▶ [Your instructions]:
In the entries below, find each line with the string "What" and copy it.

▶ [Material provided]:
####

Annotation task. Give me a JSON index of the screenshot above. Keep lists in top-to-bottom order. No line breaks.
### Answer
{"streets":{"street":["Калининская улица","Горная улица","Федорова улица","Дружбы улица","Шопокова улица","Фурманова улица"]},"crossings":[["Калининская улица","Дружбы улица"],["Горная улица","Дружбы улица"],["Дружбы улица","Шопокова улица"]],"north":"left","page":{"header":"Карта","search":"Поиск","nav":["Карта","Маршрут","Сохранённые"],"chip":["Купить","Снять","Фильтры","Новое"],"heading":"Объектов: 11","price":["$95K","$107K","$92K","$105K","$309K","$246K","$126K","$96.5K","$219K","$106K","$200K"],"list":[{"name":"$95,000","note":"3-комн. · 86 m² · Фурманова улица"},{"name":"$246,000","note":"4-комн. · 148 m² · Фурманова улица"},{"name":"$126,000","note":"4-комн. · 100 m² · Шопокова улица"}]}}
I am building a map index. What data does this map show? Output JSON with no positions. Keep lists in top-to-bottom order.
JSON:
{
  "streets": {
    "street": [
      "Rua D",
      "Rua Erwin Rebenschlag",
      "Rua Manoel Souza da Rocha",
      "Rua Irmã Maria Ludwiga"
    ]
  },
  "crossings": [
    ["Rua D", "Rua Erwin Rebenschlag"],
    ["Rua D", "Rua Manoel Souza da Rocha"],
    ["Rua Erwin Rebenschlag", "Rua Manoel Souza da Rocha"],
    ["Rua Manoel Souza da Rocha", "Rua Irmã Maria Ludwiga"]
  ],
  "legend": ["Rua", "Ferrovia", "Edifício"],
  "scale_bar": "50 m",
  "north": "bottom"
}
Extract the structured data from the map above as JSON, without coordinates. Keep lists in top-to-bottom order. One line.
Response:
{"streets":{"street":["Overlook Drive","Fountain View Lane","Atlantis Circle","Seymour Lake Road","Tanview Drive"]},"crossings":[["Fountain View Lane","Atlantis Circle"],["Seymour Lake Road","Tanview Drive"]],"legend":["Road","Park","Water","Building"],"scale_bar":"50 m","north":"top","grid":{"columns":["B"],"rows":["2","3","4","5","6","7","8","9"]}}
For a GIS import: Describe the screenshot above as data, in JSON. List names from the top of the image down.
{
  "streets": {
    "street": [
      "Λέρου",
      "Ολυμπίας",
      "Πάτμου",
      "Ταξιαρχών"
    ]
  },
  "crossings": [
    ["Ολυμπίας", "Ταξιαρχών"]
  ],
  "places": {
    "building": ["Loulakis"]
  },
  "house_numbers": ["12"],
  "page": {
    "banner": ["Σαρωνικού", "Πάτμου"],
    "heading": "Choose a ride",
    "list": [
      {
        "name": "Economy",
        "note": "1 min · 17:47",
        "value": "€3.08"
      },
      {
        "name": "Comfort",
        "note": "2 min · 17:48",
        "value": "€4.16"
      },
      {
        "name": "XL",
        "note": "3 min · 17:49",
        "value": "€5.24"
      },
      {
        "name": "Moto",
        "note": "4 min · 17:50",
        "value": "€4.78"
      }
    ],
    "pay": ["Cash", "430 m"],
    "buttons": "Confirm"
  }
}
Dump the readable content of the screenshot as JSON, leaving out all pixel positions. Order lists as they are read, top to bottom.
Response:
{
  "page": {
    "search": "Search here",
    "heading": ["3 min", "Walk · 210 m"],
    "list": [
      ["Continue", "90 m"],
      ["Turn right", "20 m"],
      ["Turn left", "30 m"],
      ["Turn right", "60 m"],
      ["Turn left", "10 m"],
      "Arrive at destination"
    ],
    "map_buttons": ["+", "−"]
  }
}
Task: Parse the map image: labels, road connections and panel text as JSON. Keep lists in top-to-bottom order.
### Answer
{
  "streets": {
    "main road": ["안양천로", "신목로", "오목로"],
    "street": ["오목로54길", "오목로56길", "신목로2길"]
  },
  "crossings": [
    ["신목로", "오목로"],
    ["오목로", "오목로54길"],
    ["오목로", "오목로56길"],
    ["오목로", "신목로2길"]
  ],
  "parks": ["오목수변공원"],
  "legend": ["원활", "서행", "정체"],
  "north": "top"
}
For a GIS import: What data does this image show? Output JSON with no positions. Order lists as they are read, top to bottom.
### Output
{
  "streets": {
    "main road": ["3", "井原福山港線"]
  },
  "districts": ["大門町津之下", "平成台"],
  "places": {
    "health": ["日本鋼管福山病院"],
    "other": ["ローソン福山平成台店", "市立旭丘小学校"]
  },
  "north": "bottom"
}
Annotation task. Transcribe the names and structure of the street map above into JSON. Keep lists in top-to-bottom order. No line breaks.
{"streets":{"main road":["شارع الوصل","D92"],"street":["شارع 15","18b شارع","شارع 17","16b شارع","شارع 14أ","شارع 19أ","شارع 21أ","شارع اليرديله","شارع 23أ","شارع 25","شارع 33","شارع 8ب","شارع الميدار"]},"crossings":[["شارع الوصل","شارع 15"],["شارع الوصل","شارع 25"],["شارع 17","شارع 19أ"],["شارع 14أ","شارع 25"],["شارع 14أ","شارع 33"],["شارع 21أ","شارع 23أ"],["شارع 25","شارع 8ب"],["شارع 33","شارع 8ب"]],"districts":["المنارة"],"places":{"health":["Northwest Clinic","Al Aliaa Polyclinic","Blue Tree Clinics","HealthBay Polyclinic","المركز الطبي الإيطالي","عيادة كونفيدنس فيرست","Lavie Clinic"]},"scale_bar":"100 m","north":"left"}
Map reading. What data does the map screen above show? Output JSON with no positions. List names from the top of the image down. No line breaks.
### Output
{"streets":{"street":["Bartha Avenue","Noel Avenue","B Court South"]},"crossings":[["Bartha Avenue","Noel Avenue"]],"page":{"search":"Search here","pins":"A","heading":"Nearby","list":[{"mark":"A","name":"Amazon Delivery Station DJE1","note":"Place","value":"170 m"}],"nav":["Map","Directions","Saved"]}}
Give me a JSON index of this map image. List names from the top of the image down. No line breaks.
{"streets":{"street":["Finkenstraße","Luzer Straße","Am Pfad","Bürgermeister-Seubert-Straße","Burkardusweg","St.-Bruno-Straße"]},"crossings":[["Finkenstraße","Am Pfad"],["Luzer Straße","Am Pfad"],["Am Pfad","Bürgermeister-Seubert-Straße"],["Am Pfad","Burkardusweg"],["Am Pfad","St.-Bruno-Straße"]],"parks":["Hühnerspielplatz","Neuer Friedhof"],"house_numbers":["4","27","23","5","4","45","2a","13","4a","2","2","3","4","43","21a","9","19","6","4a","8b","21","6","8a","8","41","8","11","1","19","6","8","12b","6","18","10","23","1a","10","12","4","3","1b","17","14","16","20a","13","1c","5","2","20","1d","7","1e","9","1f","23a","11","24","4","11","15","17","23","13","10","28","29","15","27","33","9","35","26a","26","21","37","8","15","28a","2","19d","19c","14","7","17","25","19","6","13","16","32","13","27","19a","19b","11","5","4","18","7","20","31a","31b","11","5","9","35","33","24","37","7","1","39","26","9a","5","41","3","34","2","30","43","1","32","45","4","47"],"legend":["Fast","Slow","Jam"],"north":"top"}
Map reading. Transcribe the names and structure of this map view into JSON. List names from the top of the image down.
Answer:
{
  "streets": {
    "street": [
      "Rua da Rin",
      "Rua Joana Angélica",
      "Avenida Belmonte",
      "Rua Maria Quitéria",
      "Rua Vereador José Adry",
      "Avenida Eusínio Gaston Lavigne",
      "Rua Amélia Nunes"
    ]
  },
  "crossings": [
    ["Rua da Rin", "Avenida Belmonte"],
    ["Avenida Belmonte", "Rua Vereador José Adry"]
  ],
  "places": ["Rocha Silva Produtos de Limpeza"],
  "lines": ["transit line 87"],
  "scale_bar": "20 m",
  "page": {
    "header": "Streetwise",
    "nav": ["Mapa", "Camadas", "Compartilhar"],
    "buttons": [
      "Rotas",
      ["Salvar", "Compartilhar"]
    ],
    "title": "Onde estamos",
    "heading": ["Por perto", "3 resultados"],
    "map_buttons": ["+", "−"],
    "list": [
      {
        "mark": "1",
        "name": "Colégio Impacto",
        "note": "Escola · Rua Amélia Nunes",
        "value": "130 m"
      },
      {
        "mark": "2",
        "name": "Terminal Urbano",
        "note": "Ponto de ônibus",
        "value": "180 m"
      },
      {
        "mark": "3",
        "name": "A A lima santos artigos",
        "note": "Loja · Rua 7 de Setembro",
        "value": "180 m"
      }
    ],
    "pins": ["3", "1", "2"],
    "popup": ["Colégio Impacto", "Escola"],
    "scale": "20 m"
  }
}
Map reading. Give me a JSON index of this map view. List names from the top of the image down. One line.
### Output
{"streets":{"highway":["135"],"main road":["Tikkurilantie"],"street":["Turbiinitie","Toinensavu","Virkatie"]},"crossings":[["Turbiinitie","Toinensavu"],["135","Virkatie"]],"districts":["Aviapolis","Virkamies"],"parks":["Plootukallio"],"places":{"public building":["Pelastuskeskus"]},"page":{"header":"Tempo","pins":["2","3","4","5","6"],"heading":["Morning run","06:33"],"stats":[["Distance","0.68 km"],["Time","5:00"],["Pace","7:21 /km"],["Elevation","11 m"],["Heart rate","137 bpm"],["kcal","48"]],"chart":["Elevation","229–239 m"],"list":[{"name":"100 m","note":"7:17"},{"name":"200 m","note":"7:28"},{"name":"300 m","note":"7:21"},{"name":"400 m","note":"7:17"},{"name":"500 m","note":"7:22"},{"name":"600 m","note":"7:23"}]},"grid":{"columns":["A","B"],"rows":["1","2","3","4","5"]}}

####

▶ [Response]:
I am building a map index. What data does this map show? Output JSON with no positions. Keep lists in top-to-bottom order.
For a GIS import: What data does this image show? Output JSON with no positions. Order lists as they are read, top to bottom.
Map reading. What data does the map screen above show? Output JSON with no positions. List names from the top of the image down. No line breaks.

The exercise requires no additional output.